The Yitong River that runs through the city, blessed with rich vegetation and a plenitude of fish, that rush through the water like shuttles, has been the gentle mother river of Changchun and its residents for endless generations. But in 1948, every bridge on the river was guarded by Kuomintang troops, one could try to leave but re-entry was impossible. Below the bridges lay the four kilometer wide area of wild land that separated the Communist and Nationalist forces. In this space were countless corpses as far as the eye could see.

By July, the temperature had soared, the scorching city streets were clogged with corpses. Packs of emaciated dogs with wild blood red eyes tore at the decomposing remains of Changchun residents. Soon after the dogs themselves were eaten by desperate, starving people.

Yu Qiyuan, an editor of the ‘The Local Chronciles of Changchun’ publication series, was just sixteen years old at the time of the siege. Every day on his way to school he would walk through a stretch of wild country on the grounds of the Geological Palace Museum, covered in tall grass and weeds. That summer, he began to smell something. Overcome with curiosity he made his way into the grassland through dense foliage and came across mounds of rotting corpses. Later on, again walking through this stretch of wild land in downtown Changchun, he saw something moving in the distance. Moving closer, he encountered a truly disturbing sight: a pile of naked, abandoned babies with prolapsed rectums, due to starvation, wriggling feebly on the ground like worms, suffocating, incapable of crying.

Yu Qiyuan was born on the same year that the state of Manchukuo was founded, his father served as a minister in the court of Emperor Pu Yi.

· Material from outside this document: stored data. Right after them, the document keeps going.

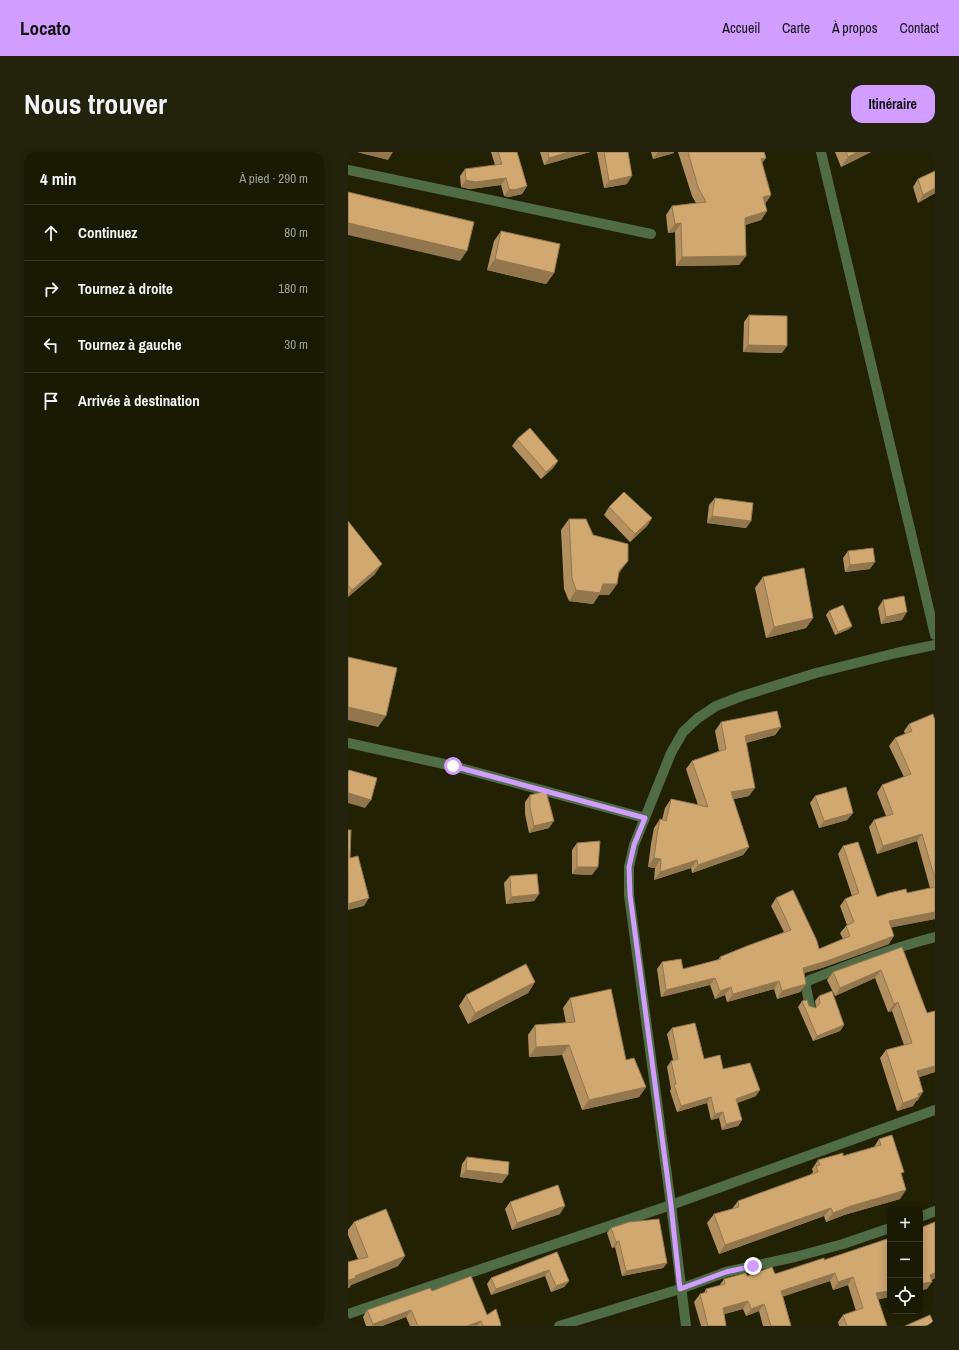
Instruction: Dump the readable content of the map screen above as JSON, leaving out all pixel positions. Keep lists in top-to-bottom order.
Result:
{
  "page": {
    "header": "Locato",
    "nav": [
      "Accueil",
      "Carte",
      "À propos",
      "Contact"
    ],
    "title": "Nous trouver",
    "buttons": "Itinéraire",
    "heading": ["4 min", "À pied · 290 m"],
    "list": [
      ["Continuez", "80 m"],
      ["Tournez à droite", "180 m"],
      ["Tournez à gauche", "30 m"],
      "Arrivée à destination"
    ],
    "map_buttons": ["+", "−"]
  }
}
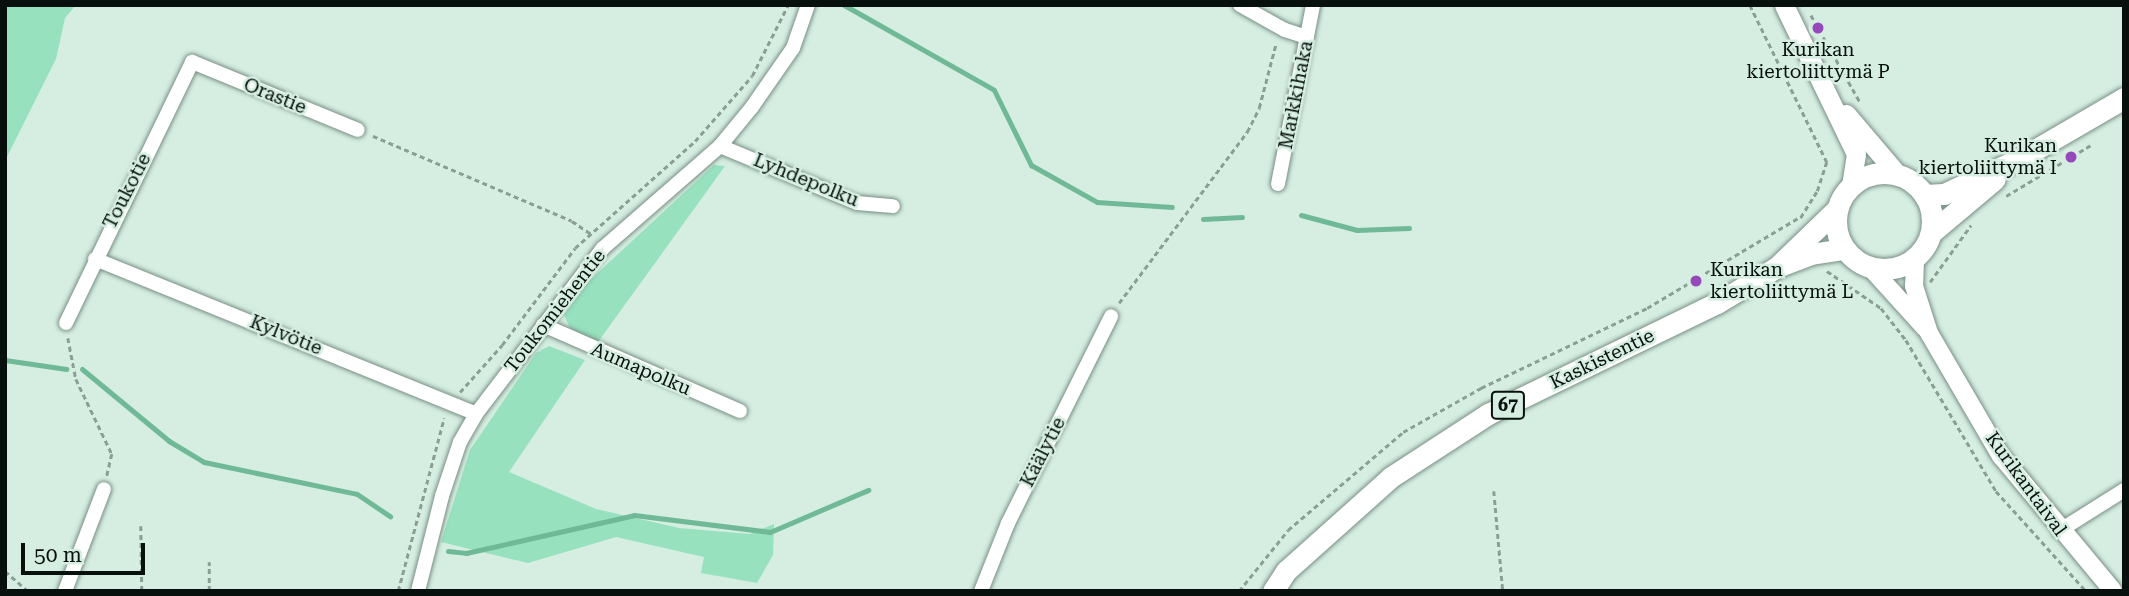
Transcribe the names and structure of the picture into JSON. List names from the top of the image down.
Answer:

After experiencing an idyllic, carefree, childhood, the intense misery of the siege became indelibly marked in his memory.

When the siege began, everyone still had provisions, but who could have expected that they’d need to last for six months. The provisions people started out with quickly disappeared. After killing all the cats, dogs, horses and rats, they started to shave the asphalt off the roads, there was no land to cultivate, and by the middle of August, it was already too late to wait for harvest. I ate tree bark, grass, the ferment used for making liquor, once that was gone, I ate red distillers grain, it was like dry fermented soy paste…”

How do you eat distillers grain?”

If you take the grains, rinse them repeatedly with water until the stickiness is gone, you end up with a small piece of dry material. After being left to dry in the sun it looks like buckwheat husk. Once it’s ready you grind it up, add water and eat.”

The evening sun illuminated the room, enveloping it in warm color. Despite the gory details of Yu’s testimony, his tone remained calm and dispassionate, he had really seen a lot. I asked him, “So, was there cannibalism?” “That should go without saying”, he replied. He told me a story about an old granny who sliced pieces of flesh off the legs of her dead husband and cooked them.

On the 9th of September, 1948, Lin Biao sent Mao Zedong a field report from Changchun:

The famine situation is becoming more and more severe, hordes of hungry people swarm our outposts day and night, after we push them back, they end up in the area between our outposts and the enemies, as a result the death count is extremely high. Within the district of Baipi alone there has been approximately two thousand deaths. We cannot allow the hungry masses to exit the city, the hordes must be driven back, this policy is very difficult for both the starving citizens and our troops to comprehend. The starving people express their dissatisfaction toward us with abusive language. They say, “You see us dying and you do nothing”. They kneel down in front of my sentries and beg them for the right to leave, some drop their babies on the ground and make a run for it, others bring rope and hang themselves in view of our guards.”

Nowhere in the official narrative, passed down from generation to generation through Chinese education, which celebrates the siege as a ‘bloodless victory for the glorious revolution’, is there any room for the reality of the horrors of the Siege of Changchun.